Um rio pode guardar grandes mistérios. Por isso, entre outras coisas,  Guimarães Rosa declara: “O rio, lá adiante, vê-se agora a três dimensões; porque o rolo de névoa, alagartado, vai, volta a volta, pela várzea, como fumaça cansada que só quer descer e adormecer” (ROSA, 1994, p. 281). E mais: “E deu com um rio, verde e guardado, um rio que a gente encontra sempre assim de repente, rio vivo, correndo por entre os matos, como um bicho” (ROSA, 1994, p. 311).

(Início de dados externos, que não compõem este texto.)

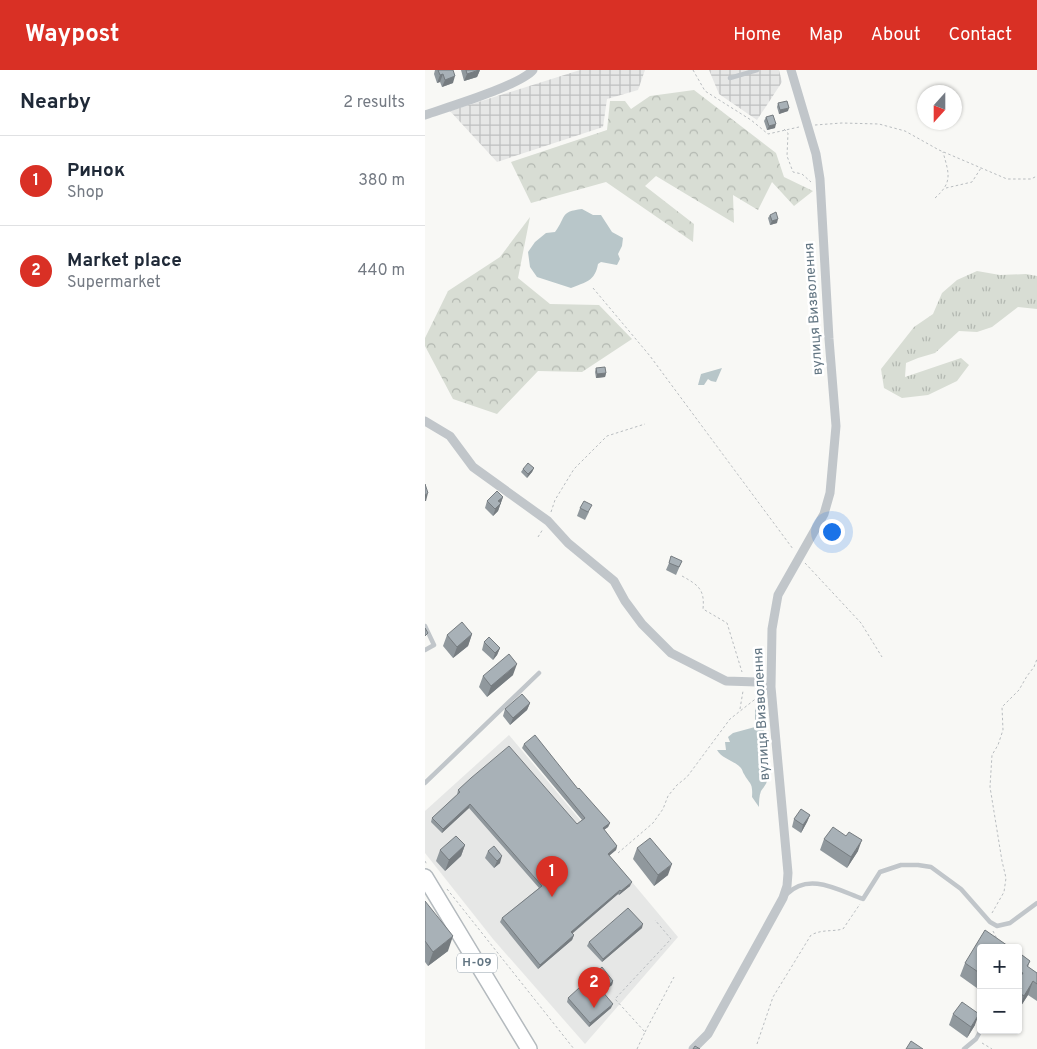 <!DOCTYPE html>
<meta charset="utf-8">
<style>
:root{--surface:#fff;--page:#f2f2f3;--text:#1f2937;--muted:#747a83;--line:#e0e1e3;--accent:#d93025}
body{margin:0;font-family:Overpass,sans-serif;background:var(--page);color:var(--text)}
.controls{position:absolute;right:15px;bottom:15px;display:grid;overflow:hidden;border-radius:5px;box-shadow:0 1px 4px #0004}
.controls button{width:45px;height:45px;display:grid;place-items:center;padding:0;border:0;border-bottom:1px solid var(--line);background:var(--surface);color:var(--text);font:25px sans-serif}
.compass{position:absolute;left:492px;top:15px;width:45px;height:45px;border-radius:50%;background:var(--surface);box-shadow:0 1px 4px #0004;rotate:201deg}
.you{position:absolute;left:406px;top:461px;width:18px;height:18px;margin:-12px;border:4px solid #fff;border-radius:50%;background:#1a73e8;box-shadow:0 0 0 8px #1a73e833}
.badge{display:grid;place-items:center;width:32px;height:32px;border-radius:50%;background:var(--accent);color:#fff;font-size:16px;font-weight:700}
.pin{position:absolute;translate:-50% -41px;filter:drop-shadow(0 1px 2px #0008)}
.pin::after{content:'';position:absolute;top:26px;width:18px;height:15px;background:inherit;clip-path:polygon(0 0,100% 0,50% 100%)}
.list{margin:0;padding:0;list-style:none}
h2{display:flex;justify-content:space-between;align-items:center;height:65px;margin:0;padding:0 20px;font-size:21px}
h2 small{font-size:16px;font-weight:400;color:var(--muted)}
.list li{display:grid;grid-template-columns:32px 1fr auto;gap:15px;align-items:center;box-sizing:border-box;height:90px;padding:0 20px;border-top:1px solid var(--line)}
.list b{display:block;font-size:19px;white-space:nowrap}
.list p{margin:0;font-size:16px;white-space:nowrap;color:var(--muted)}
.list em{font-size:16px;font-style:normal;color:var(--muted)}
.map{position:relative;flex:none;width:612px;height:979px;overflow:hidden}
header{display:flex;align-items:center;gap:30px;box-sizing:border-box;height:70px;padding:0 25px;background:var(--accent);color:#fff}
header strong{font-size:24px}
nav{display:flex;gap:28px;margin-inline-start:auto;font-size:18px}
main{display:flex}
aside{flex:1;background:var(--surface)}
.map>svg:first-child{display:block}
.built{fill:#e6e7e6}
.industrial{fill:url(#industrial-grid)}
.grass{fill:url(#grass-tufts)}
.forest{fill:url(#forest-crowns)}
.water{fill:#b8c6c9}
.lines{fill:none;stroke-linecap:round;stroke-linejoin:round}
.primary-casing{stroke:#b4babe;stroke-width:18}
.path{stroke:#b9bdc0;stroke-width:1;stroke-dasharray:2.5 2.5;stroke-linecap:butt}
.service{stroke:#c1c6ca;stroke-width:4.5}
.minor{stroke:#c1c6ca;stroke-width:9}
.primary{stroke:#fff;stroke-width:15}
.wall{fill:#90989d}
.shaded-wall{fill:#767c80}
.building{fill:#a8b1b7;stroke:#767c80}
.labels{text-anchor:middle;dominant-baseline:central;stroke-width:5;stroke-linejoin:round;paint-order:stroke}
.shield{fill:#fff;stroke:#919ea8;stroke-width:1}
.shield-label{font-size:12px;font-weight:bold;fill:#627582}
.street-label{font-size:14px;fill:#627582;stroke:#fff}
</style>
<header>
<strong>Waypost</strong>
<nav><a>Home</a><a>Map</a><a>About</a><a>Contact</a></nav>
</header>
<main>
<aside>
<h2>Nearby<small>2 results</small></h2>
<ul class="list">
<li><span class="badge">1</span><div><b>Ринок</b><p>Shop</p></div><em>380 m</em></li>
<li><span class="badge">2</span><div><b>Market place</b><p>Supermarket</p></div><em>440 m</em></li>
</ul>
</aside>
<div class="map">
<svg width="612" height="979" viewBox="0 0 612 979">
<defs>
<pattern id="industrial-grid" width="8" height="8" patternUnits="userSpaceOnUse" patternTransform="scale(1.25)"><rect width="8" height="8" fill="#e6e7e6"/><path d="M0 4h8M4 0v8" fill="none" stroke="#bec0c0"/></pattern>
<pattern id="grass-tufts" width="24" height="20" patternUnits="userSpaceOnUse" patternTransform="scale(1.25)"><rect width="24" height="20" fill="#d8ddd4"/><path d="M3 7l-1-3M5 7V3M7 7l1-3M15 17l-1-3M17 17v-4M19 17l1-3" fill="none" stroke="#b3b8b1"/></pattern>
<pattern id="forest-crowns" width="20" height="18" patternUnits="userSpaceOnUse" patternTransform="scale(1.25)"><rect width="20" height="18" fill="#d8ddd4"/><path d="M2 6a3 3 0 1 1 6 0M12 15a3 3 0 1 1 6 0" fill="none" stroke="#b3b8b1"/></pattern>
</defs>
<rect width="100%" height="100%" fill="#f8f8f5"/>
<path class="built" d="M84 665 253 867 160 974 68 869 0 783V741Z"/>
<path class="industrial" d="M155 0H220L213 20 182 29 178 57 72 92 25 41Z
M284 0H354L357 12 332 50 294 24Z"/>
<path class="grass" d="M552 201 575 205 601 204 612 206V239L593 237 567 257 552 262 534 261 510 283 493 288 481 293 480 307 536 288 544 295 532 311 503 325 477 328 459 318 456 299 489 257 508 244 517 223 532 210Z"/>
<path class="forest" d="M269 20 351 83 359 107 388 121 369 136 347 112 333 140 308 125 309 153 231 106 220 116 269 154 268 172 181 112 106 133 86 92 182 60 185 31H200L206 39 225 26Z
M105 147 93 208 125 234 174 235 207 269 157 302 113 301 72 344 28 329 0 276V268L23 221 75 187Z"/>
<path class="water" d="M157 139 168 145H176L187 162 198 168 197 176 193 184 195 189 192 195 176 192 173 194C170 211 161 212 146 218L112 207 105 197 103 182 110 172 121 163 130 162C142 146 134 142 157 139Z
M297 298 291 312 286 311 283 309 279 315H273L276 304Z
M332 633C339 646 344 696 342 711 341 715 338 718 336 721 334 726 334 732 334 737L327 727C328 712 325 715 319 704 317 701 318 700 315 697 308 690 297 689 292 680H301L300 672H305L303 667 308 663 330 657V640Z"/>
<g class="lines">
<defs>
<path id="primary" d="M0 807 104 979"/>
</defs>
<use href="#primary" class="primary-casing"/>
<path class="path" d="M268 0 280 21 326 50 343 64 374 57
M390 55 417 53 454 54 480 61 514 80 582 109H606L612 106
M359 59 363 63 362 86 368 102 377 104 386 112
M521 118 547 112 556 98
M510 128C528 112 524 104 518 82
M168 218 225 286 368 479
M126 442 130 430 149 399 182 366 220 354
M113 467 118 459
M380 493 436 553 457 587
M257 506C273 515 280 519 278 539L302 553 317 602
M315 639 318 621
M193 783 228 753 238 739 243 726 252 715 262 707 305 649 338 623
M0 791 2 795
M22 819 149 979
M567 843 579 822 581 808 577 791 565 717 567 685 573 675 578 660 577 637 594 620 602 606 609 597 612 589
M568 861 572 869
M220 962 249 907
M557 973 567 979
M332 974 348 927 386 865C398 859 406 862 418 859L435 834
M212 979 220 962 190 929 246 869 230 850"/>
<path class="service" d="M305 8 332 0
M0 556 9 575 0 580
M0 713 114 603
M362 824C384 802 413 820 438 829L455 802 476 795H493L506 797 536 819 565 852 572 856 585 853 612 833
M539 979 551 969 556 960"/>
<path class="minor" d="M0 45C23 37 94 16 108 0
M0 351 25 366 48 397 123 451 143 473 189 511 200 531 217 554 246 583 301 611 332 612 346 617
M268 979 283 964 358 828 362 816 363 803 346 617 347 559 353 525 399 444 405 423 411 356 404 269 395 109 391 84 366 0"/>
<use href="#primary" class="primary"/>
</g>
<path class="wall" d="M10 0H28V13L17 17 15 12 12 13 9 4Z
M36 0H55L52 7 39 11Z
M353 33 363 41 354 44 352 37Z
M341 47 350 58 342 60 339 51Z
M345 145 352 153 345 155 343 148Z
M171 298 181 303 180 307 171 308 170 302Z
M109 398 107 402 102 408 96 402 98 399Z
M78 427 73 441 68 446 60 438 62 431Z
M155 438 164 442 160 450 152 446Z
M257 491 251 505 241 500 244 493Z
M47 564 43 576 28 588 18 576 22 565Z
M59 572 75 578 72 585 68 590 57 580Z
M88 605 62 627 54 617 58 606Z
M105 633 102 640 85 655 78 646 80 639Z
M99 674 153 719 185 753 183 757 179 760 192 776 191 780 184 786 205 816 194 825 193 824 147 864 149 865 147 870 113 899 75 852 77 848 114 818 44 738 17 763 6 752 7 748 32 725 33 720 152 754 157 750 97 678Z
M385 745 382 752 376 763 367 757 369 749Z
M399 769 433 781 422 798 395 780Z
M40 775 36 786 20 801 11 791 15 780Z
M212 778 243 805 229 816 208 789Z
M63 781 75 793 69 798 60 788Z
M0 831 23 881 3 896 0 892Z
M217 858 177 892 162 876 164 872Z
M556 878V921L535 906 540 893Z
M593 882 605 891 603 897 612 903V931L603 925 594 939 593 938Z
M188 911 187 915 178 922 186 938 164 957 142 932 143 928Z
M528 944 550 955 542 968 524 955Z"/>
<path class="shaded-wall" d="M55 0 52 7 39 11 42 4Z
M18 4 15 12 12 13 15 5Z
M30 6 28 13 17 17 20 10Z
M364 38 363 41 354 44 355 40Z
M351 54 350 58 342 60 344 56Z
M353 149 352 153 345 155 347 151Z
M181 303 180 307 171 308 172 304Z
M109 398 107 402 102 408 103 404Z
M3 423 1 431H0V425Z
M78 427 73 441 68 446 73 431Z
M47 564 43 576 28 588 32 577Z
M75 578 72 585 68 590 70 583Z
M92 594 88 605 62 627 66 616Z
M105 633 102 640 85 655 88 648Z
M45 734 44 738 17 763 18 759Z
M385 745 382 752 376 763 378 755Z
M185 753 183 757 176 762 178 758Z
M437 770 433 781 422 798 426 787Z
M40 775 36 786 20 801 24 790Z
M192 776 191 780 181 788 183 784Z
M77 786 75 793 69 798 72 791Z
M247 794 243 805 229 816 233 805Z
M207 812 205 816 194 825 196 821Z
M195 820 193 824 144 866 146 862Z
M218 854 217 858 177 892 178 889Z
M149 865 147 870 113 899 115 895Z
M28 866 23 881 3 896 8 882Z
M188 911 187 915 175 924 177 921Z
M608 911 603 925 594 939 599 926Z
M188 934 186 938 164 957 165 953Z
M554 944 550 955 542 968 546 957Z"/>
<path class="building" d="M13 0H28L30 6 20 10 18 4 15 5Z
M41 0H54L42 4Z
M362 31 364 38 355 40 353 33Z
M348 45 351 54 344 56 341 47Z
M351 142 353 149 347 151 345 145Z
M180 297 181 303 172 304 171 298Z
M103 393 109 398 103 404 98 399Z
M0 414 3 423 0 425Z
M72 421 78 427 73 431 76 433 70 439 62 431Z
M159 431 167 435 163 442 155 438Z
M246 486 257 491 254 497 244 493Z
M37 552 47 564 32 577 22 565Z
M0 558 3 563 0 566Z
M64 567 75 578 70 583 59 572Z
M84 584 92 594 66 616 58 606Z
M97 624 105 633 88 648 80 639Z
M110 665 153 719 154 718 185 753 178 758 192 776 183 784 207 812 196 821 195 820 146 862 149 865 115 895 77 848 117 816 45 734 18 759 7 748 35 722 33 720 46 708 84 676 152 754 160 748 99 674Z
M376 739 385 745 378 755 369 749Z
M408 757 421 766 424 762 437 770 426 787 399 769Z
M31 766 40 775 24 790 15 780Z
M225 768 247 794 233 805 212 778Z
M69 776 77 786 72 791 63 781Z
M0 831 28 866 8 882 0 871Z
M203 838 218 854 178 889 164 872Z
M560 860 586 878H556V904L540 893Z
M593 882 605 891 602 896 612 903V914L608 911 599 926 593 922V910L598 903 593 901Z
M177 897 188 911 177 921 188 934 165 953 143 928Z
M537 932 554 944 546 957 528 944Z
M486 971 498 979H481Z
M270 976 275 979H268Z"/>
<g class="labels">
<rect class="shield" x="32" y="883.5" width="40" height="19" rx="4"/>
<g class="shield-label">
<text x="52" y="893">Н-09</text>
</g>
<g class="street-label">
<text transform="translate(389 239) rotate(-94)">вулиця Визволення</text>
<text transform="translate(337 644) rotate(-93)">вулиця Визволення</text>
</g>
</g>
</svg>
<div class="controls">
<button>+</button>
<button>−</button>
</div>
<svg class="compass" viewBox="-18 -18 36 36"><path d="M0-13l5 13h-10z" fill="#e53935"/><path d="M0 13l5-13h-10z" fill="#747a83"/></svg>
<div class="you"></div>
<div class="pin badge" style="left:127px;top:827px">1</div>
<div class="pin badge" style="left:169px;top:938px">2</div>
</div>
</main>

O rio pode ser tempo: “Passam águas. Passa o tempo” (ROSA, 1994, p. 335). O rio possui vários movimentos. Os rios viajam: 

"Porque todos os córregos aqui são misteriosos – somem-se solo adentro, de repente, em fendas de calcário, viajando, ora léguas, nos leitos subterrâneos, e apontando, muito adiante, num arroto ou numa cascata de rasgão. Mas o mais enigmático de todos é este ribeirão, que às vezes sobe de nível, sem chuvas, sem motivo anunciado, para minguar, de pronto, menos de uma hora depois. Há, contínuo, aqui ou acolá, um gluglu, um chupão líquido, água rolando n’água; lá embaixo, nas pedras, a corredeira se apressa ou amaina; mas o som nunca é o mesmo de dois instantes atrás" (ROSA, 1994, p. 337). 

Os córregos são fundamentais e vitais para a formação dos rios. Anunciam, seguramente, o nascimento de novos rios. Córregos são apontamentos fluidos da formação de rios e, inclusive, de seus afluentes. Afluentes que correm para rios maiores, compridos, profundos e, gradativamente, os engordam, rumo a correntes maiores e maiores. Rumando, ruminando, talvez, ao infinito e à eternidade dos rios perenes.

 

Tempo-memória-rio

 

Mia Couto, acima de qualquer coisa, é um grande narrador. Em todas as suas obras, quer conceituais, quer ficcionais (contos e romances) predomina a narração. O autor africano via de regra conta histórias. O diferencial, sob nosso ponto de vista, é que suas histórias não são meros casos! As suas histórias, fundamentalmente, possuem profundidade, tanto quanto os rios evocados pelo autor. Remetem os leitores a desdobramentos subjetivos inescapáveis. Não há como ler Mia Couto sem se voltar para nossas próprias existências. Não há como ler Mia Couto sem pensarmos em nossas vidas! Teimosamente nossa memória acompanha a memória de suas personagens.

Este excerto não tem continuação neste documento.